Cowork gibt den Fähigkeiten von Claude Code eine benutzerfreundliche Oberfläche. Victor zeigt das an einem konkreten Beispiel: Er lässt Cowork Verkaufsunterlagen für sein Kickstart-Programm erstellen – einen One-Pager als PDF, eine Detailbeschreibung als Word-Dokument und eine HTML-Webseite. Das alles geschieht in seinen lokalen Arbeitsordnern, mit mehreren Zwischenschritten, während im Hintergrund automatisch Programmcode generiert und ausgeführt wird.

Der entscheidende Unterschied zu herkömmlichen KI-Chats: Cowork kann PDFs zerschneiden, Docs-Dateien generieren, HTML-Code schreiben und das alles direkt auf deinem Computer ausführen – nicht in einer Cloud-Sandbox.

Skills und Plugins: Was den Agenten wirklich mächtig macht

Skills sind das Herzstück von Cowork. Im Kern sind es Dokumente, die beschreiben, wie der Agent bei einer bestimmten Aufgabe vorgehen soll – inklusive Software-Code, der im Hintergrund ausgeführt wird. Damit lösen Skills eines der größten Probleme von Sprachmodellen: mangelnde Determinismus.
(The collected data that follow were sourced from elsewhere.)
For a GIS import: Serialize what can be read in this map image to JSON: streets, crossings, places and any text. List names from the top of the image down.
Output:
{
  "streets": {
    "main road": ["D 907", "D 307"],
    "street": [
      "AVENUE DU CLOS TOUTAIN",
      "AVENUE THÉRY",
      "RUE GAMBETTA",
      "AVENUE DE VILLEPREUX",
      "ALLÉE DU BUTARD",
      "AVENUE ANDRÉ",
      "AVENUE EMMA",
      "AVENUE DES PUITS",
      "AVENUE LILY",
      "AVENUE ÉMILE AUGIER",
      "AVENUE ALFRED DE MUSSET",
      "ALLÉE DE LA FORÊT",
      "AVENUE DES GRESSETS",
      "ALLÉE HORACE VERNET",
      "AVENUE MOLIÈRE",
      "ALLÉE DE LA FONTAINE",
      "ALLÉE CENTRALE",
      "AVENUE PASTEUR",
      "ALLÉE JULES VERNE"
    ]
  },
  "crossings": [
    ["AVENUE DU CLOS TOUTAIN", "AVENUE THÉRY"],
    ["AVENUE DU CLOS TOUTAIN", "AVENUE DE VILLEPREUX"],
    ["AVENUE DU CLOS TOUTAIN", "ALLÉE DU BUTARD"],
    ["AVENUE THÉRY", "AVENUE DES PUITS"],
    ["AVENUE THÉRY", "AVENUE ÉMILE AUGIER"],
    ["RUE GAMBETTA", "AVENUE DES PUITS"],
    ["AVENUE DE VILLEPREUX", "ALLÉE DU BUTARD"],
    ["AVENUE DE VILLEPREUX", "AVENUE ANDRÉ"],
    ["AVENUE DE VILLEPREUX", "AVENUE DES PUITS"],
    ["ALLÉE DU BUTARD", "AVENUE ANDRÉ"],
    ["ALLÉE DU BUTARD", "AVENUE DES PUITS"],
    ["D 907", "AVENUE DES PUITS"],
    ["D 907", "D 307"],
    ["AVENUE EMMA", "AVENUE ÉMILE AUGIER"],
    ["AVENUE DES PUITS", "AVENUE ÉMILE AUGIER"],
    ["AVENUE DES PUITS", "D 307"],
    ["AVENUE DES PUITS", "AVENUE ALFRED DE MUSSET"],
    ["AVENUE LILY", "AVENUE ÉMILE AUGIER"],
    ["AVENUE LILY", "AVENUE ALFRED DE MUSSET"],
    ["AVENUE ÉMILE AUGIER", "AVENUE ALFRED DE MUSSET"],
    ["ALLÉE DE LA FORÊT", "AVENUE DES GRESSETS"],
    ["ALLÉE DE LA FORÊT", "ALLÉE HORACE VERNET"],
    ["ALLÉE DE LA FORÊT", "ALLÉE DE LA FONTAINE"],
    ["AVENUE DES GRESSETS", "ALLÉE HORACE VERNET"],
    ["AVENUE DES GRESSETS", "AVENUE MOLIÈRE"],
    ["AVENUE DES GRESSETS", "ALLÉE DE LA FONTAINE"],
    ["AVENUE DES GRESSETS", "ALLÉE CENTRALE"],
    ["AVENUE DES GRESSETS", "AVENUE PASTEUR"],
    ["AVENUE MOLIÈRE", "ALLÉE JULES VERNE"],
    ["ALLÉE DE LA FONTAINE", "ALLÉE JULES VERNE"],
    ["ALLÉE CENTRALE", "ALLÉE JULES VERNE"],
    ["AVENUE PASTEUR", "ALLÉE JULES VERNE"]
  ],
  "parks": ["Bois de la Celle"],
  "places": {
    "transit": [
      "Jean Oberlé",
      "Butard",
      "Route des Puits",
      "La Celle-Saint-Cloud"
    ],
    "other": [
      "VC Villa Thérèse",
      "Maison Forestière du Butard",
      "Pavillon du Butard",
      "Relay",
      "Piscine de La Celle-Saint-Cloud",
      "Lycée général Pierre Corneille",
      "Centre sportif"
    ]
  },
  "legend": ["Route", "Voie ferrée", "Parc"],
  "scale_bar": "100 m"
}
Das Sprachmodell trifft die Entscheidungen, die Skills liefern die reproduzierbaren Abläufe.

  • Plugins: Bündel aus mehreren Skills für ein Tätigkeitsfeld (z. B. Marketing), mit Konnektoren zu externen Systemen und Trigger-Befehlen.
  • Selbst erstellen: Unternehmen können eigene Skills entwickeln – Anthropic stellt die Basis-Skills auf GitHub zur Verfügung, eigene lassen sich nach gleichem Muster anlegen.
  • Vergleich zu Langdock: Während man in Langdock für jeden Anwendungsfall einen eigenen Agenten mit eigenem Prompt anlegt (Victor hat über 60), entscheidet Cowork selbst, welche Skills es für eine Aufgabe einsetzt.
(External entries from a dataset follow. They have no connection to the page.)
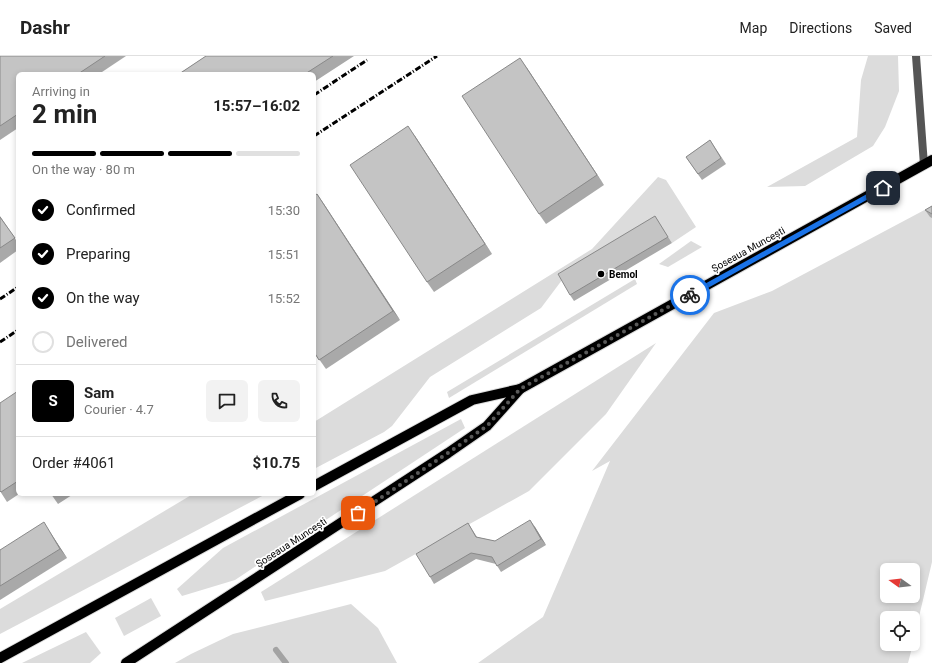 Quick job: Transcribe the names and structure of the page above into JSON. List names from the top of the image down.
{
  "streets": {
    "main road": ["Șoseaua Muncești"]
  },
  "places": ["Bemol"],
  "north": "left",
  "page": {
    "header": "Dashr",
    "nav": ["Map", "Directions", "Saved"],
    "heading": ["2 min", "Arriving in", "15:57–16:02"],
    "panel": [
      "Sam",
      "Courier · 4.7",
      "Order #4061",
      "$10.75"
    ],
    "bar": "On the way · 80 m",
    "list": [
      ["Confirmed", "15:30"],
      ["Preparing", "15:51"],
      ["On the way", "15:52"],
      "Delivered"
    ],
    "round": "S"
  }
}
Für wen ist Cowork geeignet – und für wen noch nicht?

Victor ist transparent: Für den Unternehmenskontext ist Claude Cowork noch nicht bereit. Die Gründe: Keine Kontrolle über das Hosting der Sprachmodelle (kein EU-Hosting wählbar), Risiko von Prompt Injection bei externen Skills, und der Agent hat weitreichenden Zugriff auf den Computer – inklusive der Möglichkeit, versehentlich Dateien zu löschen. Vertrauliche oder personenbezogene Daten sollten nicht verwendet werden.

Trotzdem: Wer als KI-affine Führungsperson oder KI-Vorreiter verstehen will, wohin die Reise geht, sollte jetzt mit Cowork experimentieren. In ein bis zwei Jahren, wenn die Sicherheitsprobleme gelöst sind, wird dieses Wissen Gold wert sein.

Fazit: Ein echter Sprung in der Mensch-KI-Zusammenarbeit

Claude Cowork macht die Möglichkeiten von Claude Code für Nicht-Programmierer zugänglich – und das ist ein echter Paradigmenwechsel. Skills und Plugins ermöglichen es, den Agenten präzise auf eigene Workflows maßzuschneidern. Noch ist es ein Experimentierfeld, aber wer heute damit arbeitet, versteht morgen, wie KI-augmentiertes Arbeiten im Unternehmen wirklich aussehen wird.

Häufig gestellte Fragen

Claude Cowork ist eine benutzerfreundliche Oberfläche für Claude Code. Es steht zwischen der Chat-Funktion und dem Terminal-basierten Claude Code und macht die Fähigkeiten des Coding Agents – Dateien erstellen, Software ausführen, Ordner verwalten – auch für Nicht-Programmierer zugänglich.
Aktuell noch nicht vollständig. Es gibt keine Kontrolle über das Hosting (kein EU-Hosting wählbar), Risiken durch Prompt Injection bei externen Skills und weitreichenden Zugriff auf den Computer. Für KI-Vorreiter ist es aber ein wichtiges Experimentierfeld.
Plugins sind Bündel aus mehreren Skills für ein bestimmtes Tätigkeitsfeld (z.B. Marketing, PDF-Erstellung). Sie enthalten Skills, Konnektoren zu externen Systemen und Trigger-Befehle. Der Agent entscheidet eigenständig, welches Plugin er für eine Aufgabe nutzt.